Наутро хирург Дю Б. говорит мне: «Пока ничего не могу сказать... болезнь коварная...» Да что же это за «коварная» болезнь? Я хочу есть и есть. Об операции мне скажут — дня через два. Мне начинает думаться, что дело плохо: стоит ли и делать операцию, — потому и не говорят, — не знают? Мне подают подносы с разной пищей, очень красиво приготовленной: американцы! Я удивляюсь: острые какие блюда, а бифштекс, с крепким бульоном даже, прямо яд! Я сам назначаю себе диету, и мне дают... Да, ведь здесь только оперируют... меня-то привели сюда оперировать, а не лечить. Я плохо сплю, но болей нет и ночью, — первая ночь, когда у меня нет болей!

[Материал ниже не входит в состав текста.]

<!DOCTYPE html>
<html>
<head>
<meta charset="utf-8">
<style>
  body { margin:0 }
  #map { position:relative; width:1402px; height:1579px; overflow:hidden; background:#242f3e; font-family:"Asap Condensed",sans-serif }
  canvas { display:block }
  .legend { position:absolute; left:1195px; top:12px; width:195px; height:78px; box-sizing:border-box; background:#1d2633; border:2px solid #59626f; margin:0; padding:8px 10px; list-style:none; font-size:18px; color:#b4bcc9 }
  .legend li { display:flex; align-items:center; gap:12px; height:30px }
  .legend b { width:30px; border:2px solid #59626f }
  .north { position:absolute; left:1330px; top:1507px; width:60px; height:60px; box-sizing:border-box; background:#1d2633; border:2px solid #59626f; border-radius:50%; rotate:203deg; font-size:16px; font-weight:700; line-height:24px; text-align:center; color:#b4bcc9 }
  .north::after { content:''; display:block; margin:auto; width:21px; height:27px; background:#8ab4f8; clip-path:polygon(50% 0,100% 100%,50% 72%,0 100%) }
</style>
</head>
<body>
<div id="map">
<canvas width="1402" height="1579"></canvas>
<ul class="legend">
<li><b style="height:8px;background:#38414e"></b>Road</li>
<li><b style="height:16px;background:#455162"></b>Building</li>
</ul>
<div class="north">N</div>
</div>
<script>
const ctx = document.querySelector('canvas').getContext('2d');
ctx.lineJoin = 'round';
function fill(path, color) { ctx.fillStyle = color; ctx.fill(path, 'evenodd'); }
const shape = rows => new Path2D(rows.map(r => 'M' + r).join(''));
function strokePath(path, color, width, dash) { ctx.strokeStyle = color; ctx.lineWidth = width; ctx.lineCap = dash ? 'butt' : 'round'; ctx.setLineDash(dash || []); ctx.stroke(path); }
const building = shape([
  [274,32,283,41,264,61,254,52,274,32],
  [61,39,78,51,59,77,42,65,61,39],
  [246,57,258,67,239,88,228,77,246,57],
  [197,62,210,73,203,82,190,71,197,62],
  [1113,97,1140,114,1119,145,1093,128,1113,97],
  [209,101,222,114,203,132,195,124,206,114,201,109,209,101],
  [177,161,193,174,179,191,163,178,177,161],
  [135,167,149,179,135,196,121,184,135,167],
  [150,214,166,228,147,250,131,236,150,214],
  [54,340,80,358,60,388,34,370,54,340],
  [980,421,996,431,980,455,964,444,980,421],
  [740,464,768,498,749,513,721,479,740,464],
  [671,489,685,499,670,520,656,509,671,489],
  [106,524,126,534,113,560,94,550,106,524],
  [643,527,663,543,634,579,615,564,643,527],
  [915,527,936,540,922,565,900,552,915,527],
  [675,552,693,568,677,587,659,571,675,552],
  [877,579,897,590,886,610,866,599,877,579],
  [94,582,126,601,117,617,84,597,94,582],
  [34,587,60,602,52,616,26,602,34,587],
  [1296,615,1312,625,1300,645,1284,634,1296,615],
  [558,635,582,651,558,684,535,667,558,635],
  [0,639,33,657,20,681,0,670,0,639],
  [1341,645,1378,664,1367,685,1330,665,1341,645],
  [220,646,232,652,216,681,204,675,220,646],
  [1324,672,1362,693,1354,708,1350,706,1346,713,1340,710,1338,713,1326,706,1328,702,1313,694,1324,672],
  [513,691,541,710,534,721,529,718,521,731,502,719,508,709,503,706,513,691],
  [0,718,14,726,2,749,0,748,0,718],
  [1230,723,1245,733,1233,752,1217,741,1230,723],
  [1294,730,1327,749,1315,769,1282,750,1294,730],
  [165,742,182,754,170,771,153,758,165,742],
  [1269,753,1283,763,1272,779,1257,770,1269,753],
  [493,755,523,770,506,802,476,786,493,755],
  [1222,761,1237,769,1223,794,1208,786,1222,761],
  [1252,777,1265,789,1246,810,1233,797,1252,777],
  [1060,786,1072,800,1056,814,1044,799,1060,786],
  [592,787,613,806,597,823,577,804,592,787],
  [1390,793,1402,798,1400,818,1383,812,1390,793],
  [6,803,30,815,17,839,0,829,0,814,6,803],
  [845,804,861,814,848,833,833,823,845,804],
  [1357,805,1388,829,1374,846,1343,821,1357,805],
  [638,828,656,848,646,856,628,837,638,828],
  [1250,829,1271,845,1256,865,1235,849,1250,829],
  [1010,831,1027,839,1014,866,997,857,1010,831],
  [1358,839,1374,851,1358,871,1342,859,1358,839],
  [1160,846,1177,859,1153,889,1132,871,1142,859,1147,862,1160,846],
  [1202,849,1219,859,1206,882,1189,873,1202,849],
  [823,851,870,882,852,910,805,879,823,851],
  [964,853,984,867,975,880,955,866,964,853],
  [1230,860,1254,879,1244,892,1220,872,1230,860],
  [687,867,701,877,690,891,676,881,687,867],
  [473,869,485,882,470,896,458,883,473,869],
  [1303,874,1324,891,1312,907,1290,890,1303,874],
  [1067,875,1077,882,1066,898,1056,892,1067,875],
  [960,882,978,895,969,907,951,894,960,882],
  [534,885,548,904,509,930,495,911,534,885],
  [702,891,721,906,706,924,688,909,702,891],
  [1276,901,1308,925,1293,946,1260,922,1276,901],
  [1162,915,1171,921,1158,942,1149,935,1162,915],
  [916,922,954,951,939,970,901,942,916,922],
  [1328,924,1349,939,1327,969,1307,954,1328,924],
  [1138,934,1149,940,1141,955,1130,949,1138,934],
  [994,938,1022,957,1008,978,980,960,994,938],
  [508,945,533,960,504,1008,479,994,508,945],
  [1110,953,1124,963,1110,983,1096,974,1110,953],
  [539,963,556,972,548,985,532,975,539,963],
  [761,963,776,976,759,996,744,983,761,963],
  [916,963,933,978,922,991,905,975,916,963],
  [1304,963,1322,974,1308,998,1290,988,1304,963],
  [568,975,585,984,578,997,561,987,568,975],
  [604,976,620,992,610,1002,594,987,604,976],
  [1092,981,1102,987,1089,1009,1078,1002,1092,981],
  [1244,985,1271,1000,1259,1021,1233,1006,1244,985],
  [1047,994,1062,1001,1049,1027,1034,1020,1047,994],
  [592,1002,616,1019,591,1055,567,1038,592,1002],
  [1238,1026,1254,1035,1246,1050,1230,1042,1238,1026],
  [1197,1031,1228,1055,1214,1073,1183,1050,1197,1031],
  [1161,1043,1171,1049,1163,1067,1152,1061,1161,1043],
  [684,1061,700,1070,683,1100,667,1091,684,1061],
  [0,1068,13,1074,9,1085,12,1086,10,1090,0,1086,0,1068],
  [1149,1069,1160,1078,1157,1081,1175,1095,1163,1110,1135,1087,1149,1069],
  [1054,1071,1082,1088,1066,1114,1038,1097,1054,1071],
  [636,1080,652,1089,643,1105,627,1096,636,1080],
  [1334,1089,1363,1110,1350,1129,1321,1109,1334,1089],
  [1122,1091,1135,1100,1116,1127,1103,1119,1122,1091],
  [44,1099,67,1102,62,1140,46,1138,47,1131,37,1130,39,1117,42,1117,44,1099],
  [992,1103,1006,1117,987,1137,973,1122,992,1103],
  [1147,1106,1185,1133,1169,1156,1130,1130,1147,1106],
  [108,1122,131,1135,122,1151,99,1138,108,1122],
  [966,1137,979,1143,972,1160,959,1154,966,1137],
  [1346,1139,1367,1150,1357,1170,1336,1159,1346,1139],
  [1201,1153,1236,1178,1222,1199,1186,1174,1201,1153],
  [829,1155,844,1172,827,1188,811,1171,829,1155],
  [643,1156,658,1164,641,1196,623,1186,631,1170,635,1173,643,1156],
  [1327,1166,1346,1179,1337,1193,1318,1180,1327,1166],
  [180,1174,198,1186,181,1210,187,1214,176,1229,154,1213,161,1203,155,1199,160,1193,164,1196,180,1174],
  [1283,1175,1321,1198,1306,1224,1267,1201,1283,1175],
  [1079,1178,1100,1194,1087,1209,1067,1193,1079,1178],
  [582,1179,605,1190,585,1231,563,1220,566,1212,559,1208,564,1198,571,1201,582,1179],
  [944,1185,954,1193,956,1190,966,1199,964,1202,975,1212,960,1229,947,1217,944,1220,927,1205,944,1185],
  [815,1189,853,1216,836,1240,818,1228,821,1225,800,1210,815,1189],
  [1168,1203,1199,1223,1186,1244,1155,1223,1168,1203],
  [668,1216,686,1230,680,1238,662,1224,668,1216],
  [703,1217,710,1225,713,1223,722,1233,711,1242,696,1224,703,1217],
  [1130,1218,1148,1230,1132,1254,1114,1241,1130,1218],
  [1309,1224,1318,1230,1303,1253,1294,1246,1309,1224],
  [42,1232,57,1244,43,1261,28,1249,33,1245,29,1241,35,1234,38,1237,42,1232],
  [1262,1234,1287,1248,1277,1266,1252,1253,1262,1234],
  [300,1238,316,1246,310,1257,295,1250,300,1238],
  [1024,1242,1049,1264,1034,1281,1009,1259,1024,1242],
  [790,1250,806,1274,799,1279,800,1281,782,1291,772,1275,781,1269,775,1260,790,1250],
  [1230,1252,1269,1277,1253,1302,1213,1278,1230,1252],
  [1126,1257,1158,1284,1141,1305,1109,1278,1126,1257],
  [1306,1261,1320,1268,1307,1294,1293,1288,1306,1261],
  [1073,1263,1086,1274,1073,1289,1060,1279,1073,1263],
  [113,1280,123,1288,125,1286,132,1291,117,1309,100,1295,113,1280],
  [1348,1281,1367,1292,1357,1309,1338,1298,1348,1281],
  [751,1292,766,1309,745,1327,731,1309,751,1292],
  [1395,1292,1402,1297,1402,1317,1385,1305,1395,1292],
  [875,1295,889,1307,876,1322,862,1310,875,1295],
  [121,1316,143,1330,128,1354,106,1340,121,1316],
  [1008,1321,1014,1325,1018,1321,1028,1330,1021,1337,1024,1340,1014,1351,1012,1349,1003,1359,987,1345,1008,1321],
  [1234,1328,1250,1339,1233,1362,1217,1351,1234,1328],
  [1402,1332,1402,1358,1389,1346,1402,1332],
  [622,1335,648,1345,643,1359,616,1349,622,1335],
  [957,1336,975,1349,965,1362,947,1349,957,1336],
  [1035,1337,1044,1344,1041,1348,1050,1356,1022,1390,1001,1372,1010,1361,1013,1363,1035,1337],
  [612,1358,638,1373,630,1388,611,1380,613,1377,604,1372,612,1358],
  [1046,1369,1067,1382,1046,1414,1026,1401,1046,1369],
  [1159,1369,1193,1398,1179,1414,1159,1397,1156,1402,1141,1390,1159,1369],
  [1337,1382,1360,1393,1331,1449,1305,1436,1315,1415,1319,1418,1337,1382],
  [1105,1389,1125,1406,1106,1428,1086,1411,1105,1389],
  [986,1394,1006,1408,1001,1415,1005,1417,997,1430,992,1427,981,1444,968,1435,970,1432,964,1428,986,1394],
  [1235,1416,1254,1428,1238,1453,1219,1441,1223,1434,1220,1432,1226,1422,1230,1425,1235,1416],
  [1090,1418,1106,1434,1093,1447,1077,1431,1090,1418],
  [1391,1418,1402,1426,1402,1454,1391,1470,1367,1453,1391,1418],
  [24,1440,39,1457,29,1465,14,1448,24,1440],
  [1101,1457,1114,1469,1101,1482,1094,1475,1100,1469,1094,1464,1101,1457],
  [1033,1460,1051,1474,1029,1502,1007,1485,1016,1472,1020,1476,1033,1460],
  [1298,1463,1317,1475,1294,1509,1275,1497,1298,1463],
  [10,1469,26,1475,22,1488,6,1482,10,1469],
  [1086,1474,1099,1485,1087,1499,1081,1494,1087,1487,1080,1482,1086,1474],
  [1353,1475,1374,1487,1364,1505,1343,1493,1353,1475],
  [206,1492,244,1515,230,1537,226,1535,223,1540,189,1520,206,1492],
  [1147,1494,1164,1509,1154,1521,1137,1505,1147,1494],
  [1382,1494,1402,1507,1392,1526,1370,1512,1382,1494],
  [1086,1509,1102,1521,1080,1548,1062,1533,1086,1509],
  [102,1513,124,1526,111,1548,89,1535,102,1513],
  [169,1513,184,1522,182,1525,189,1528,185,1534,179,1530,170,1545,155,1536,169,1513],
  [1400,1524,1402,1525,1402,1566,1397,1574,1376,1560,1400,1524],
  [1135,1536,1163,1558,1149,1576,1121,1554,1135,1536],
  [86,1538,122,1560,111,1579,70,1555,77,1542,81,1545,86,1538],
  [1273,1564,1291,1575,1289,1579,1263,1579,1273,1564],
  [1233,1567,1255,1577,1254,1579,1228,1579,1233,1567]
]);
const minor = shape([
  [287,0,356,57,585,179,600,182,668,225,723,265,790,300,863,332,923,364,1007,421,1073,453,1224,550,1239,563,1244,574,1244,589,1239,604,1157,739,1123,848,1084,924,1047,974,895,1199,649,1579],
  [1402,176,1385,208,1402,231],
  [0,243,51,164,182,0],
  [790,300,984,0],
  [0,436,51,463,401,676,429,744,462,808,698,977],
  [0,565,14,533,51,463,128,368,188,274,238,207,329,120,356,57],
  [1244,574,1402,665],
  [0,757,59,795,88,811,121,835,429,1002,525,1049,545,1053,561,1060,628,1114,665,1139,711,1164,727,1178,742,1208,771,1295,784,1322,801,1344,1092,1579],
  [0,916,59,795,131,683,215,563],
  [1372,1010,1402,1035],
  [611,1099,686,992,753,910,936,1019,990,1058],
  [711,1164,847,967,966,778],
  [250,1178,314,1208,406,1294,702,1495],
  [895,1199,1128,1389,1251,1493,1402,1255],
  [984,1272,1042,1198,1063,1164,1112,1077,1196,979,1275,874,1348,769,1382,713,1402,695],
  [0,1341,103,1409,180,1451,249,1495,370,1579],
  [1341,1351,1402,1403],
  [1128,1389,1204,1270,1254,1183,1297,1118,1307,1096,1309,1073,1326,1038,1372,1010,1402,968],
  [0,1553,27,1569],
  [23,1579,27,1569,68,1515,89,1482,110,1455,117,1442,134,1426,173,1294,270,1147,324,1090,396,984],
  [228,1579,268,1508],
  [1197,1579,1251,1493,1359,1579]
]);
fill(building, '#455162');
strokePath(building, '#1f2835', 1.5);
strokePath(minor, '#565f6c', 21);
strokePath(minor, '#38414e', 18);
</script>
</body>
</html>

Сегодня меня будут оперировать? Нет, пока. Приходит Дю Б. Говорит: — «Ваша болезнь коварная...» Опять! — «Я не вижу необходимости в операции... так и напишу профессору. Я не уверен, что операция даст лучшие результаты, чем те, которые уже есть...» Он говорит по-русски, но очень медленно и очень грамматически правильно, старается. А я с бьющимся, с торжествующим сердцем, думаю: «Покрыл и его». Да: он, «Св. Серафим», покрыл... Это он... — «лучшие результаты». Лечение проф. Б.? Да, лечение, полезное, но... Он покрыл. Я знаю: он и лечению профессора Б. дал силу: ведь сам профессор ясно же написал, — у меня цело его письмо! — «В активность лечения не верю», — а уж ему ли не знать, когда десятки тысяч больных прошли через его руки! — «и потому считаю, что операция необходима». А вот хирург Дю Б. говорит — не вижу повелительных оснований для операции. А он все видит, все знает и направляет так, как надо. Ибо он в разряде ином, где наши все законы ему яснее всех профессоров, и у него другие, высшие законы, по которым можно законы наши так направлять, что «невозможное» становится возможным. Мне говорит дальше хирург Дю Б., что желудок хороший, что пилор — выход из желудка, не затронут, что... Одним словом, я, пробыв в госпитале пять суток, выхожу из него, под руку с поддерживающей меня женой, слабый... кружится голова, но, Боже, как чудесно! Какие великолепные каштаны, зеленые-зеленые... и какое ласковое, радостное небо... какой живой Париж, какие милые люди, как весело мчит автобус... и вот, дыра «метро», но и там, под землей, какие плакаты на стенах, какие краски! Только слабость... и ужасно есть хочется. А вот и моя квартира, мой «ремингтон», с которым я прощался, мой стол, забытые, покинутые письма, рукописи... Господи, неужели я еще буду писать?! Сена под окнами, внизу. Какая светлая она... теперь! Вон старичок идет, какой же милый старичок!... А у меня нет его, образа его... Но он же тут, всегда со мною, в сердце... — Радость о Господе!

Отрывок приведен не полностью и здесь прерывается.